• _To do_
Please state the number of lines in the material below that contain "auto", with no other words.

• _Excerpted data_
+++

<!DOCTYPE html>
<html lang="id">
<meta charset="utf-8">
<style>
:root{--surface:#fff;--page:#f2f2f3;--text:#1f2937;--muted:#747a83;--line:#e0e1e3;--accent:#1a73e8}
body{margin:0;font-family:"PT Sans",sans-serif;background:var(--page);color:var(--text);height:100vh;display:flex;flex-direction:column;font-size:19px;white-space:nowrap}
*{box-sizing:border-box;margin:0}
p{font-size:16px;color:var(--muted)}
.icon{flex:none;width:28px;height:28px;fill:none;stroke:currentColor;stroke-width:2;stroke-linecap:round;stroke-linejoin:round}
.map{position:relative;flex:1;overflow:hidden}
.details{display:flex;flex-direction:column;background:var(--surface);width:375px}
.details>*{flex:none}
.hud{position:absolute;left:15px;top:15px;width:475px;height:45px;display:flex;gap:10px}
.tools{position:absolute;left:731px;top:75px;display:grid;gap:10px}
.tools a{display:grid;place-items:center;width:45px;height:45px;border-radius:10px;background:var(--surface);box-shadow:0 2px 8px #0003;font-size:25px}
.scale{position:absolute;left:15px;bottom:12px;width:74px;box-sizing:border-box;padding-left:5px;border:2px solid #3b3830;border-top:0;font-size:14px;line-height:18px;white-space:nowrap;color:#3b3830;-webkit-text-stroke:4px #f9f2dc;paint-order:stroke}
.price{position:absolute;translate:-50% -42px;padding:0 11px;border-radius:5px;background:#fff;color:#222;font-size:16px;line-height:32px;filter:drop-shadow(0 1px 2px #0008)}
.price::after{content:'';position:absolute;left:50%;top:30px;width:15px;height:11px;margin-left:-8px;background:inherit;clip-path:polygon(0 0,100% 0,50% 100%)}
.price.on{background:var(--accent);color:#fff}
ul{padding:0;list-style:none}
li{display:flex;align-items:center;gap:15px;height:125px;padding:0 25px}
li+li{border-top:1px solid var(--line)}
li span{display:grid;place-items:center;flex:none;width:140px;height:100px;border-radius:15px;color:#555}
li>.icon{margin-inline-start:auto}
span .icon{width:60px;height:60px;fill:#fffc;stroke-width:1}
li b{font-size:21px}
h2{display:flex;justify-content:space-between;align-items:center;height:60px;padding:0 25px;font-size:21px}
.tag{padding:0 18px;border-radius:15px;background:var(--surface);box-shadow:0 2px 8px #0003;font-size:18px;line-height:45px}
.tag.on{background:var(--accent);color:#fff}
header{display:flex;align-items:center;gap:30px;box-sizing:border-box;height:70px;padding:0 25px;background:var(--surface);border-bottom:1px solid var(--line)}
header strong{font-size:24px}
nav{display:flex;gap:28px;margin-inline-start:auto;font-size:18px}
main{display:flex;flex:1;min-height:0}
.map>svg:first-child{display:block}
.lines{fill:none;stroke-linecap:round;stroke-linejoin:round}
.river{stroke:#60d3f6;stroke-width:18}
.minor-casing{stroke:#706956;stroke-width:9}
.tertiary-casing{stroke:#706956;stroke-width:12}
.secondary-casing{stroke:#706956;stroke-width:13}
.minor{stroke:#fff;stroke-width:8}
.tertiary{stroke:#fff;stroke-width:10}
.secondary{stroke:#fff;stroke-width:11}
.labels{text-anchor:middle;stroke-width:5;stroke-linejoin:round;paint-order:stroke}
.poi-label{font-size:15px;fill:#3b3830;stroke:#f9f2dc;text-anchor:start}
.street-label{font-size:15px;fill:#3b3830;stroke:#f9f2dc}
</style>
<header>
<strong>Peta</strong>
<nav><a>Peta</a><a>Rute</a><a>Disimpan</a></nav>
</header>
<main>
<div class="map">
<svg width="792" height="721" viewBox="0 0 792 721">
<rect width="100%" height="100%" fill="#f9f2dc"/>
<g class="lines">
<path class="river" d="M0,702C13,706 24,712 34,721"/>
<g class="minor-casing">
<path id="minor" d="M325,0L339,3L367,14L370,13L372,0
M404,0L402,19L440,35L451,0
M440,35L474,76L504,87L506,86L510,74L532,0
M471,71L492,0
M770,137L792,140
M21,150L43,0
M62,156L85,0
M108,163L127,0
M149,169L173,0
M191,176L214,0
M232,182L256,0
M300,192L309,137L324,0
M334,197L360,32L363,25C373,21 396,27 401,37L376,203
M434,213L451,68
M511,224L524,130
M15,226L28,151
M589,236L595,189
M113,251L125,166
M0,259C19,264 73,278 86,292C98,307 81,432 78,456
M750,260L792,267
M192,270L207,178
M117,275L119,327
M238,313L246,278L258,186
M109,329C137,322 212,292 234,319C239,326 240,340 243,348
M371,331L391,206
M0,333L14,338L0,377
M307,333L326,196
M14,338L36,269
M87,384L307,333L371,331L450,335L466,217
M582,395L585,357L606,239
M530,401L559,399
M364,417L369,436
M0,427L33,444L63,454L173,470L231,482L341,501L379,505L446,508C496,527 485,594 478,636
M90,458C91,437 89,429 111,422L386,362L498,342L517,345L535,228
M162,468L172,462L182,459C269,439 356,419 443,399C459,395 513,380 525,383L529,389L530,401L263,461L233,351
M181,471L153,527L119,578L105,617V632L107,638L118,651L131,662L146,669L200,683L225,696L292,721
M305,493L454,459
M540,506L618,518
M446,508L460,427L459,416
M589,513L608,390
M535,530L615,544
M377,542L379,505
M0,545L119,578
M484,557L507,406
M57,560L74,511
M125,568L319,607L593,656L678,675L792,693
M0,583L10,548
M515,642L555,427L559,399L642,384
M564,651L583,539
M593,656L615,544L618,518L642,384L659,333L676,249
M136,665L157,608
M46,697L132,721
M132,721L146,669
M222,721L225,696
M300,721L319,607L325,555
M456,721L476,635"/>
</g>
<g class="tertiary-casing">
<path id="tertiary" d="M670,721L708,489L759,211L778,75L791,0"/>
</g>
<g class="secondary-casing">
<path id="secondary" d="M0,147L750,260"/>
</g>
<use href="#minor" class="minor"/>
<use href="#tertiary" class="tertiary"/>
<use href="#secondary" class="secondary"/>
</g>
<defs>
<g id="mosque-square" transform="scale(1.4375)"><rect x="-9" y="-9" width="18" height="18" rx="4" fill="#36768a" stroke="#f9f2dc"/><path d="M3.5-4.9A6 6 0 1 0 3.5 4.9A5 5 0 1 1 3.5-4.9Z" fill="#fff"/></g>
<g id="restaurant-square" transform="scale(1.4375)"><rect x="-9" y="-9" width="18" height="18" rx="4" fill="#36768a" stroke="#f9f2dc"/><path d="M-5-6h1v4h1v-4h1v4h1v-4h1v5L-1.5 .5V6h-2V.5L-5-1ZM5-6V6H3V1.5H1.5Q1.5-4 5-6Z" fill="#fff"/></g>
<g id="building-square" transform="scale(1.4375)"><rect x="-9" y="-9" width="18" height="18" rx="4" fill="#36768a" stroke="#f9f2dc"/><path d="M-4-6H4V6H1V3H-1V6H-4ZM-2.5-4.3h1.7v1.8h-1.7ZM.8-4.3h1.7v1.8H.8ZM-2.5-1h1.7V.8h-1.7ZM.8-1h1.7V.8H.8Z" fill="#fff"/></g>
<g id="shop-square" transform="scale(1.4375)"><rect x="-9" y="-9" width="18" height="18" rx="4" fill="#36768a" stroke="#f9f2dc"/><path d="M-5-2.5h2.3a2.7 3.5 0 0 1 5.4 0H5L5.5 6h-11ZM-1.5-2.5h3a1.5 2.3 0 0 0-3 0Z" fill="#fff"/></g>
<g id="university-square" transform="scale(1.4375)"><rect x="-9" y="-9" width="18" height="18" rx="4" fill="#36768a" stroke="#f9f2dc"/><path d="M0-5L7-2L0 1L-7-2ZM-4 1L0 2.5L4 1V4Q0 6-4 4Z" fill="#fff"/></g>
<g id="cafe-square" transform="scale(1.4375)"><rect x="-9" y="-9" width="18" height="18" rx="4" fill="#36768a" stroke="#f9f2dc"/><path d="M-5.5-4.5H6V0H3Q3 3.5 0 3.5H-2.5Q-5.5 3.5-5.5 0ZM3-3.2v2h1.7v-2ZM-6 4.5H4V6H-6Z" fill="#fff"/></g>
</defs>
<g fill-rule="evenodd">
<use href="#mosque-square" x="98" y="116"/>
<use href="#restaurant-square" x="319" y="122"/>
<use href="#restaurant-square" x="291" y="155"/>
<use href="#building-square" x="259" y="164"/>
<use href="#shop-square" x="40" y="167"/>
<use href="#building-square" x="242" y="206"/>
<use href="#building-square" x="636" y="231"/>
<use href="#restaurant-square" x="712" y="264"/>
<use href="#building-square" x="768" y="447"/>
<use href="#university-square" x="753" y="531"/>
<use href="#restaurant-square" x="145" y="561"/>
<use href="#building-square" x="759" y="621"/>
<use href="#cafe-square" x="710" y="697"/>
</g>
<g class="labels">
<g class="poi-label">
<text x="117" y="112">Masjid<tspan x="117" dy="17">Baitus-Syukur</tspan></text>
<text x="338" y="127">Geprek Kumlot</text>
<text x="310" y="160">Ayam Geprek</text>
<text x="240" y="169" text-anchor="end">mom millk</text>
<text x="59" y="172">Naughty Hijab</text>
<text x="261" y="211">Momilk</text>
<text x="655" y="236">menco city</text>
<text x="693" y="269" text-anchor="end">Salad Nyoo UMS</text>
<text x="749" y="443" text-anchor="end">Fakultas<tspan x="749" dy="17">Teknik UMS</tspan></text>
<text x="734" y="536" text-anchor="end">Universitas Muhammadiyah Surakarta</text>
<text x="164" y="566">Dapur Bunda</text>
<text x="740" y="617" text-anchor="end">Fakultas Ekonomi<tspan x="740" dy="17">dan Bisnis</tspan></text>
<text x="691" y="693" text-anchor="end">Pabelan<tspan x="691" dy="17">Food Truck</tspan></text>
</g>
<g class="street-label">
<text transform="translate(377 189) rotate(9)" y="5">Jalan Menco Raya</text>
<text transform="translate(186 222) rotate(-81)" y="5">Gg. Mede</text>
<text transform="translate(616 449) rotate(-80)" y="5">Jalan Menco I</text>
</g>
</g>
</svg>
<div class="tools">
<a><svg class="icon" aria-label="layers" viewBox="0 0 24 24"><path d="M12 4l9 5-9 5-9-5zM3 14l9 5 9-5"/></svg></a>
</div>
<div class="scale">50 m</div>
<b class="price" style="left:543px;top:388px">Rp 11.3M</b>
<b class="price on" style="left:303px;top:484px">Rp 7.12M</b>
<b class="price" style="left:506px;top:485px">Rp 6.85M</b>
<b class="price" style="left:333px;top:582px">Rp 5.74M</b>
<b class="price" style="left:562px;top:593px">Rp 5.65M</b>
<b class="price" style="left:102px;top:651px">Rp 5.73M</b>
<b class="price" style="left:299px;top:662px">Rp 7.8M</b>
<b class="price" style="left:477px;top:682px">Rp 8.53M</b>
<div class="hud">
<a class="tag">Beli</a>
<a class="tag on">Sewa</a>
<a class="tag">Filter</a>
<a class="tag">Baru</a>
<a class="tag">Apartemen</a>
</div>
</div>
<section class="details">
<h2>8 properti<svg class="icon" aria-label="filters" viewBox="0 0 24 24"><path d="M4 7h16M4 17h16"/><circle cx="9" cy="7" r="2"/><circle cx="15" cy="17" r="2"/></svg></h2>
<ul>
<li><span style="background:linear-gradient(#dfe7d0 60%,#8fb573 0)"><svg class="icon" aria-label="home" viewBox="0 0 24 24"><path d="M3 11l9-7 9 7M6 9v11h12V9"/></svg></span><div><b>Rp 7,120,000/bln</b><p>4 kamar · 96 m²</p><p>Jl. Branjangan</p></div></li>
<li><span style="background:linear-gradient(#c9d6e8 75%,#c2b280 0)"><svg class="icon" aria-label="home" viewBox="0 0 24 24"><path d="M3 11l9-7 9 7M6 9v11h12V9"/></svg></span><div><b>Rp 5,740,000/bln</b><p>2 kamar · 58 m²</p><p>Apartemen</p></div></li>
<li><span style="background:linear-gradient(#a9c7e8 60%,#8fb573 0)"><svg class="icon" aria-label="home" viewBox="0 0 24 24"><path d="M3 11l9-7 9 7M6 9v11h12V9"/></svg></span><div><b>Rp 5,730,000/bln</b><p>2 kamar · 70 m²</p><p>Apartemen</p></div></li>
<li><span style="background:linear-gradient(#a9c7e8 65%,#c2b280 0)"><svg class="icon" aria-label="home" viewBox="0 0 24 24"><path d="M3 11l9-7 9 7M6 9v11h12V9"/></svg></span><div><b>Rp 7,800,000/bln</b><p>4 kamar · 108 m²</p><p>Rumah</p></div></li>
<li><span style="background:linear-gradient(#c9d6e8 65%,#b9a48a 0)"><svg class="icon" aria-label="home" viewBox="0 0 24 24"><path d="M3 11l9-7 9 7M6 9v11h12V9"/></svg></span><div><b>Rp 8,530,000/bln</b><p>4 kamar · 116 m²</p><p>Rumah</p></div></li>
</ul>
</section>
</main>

+++

• _Response to the task_
2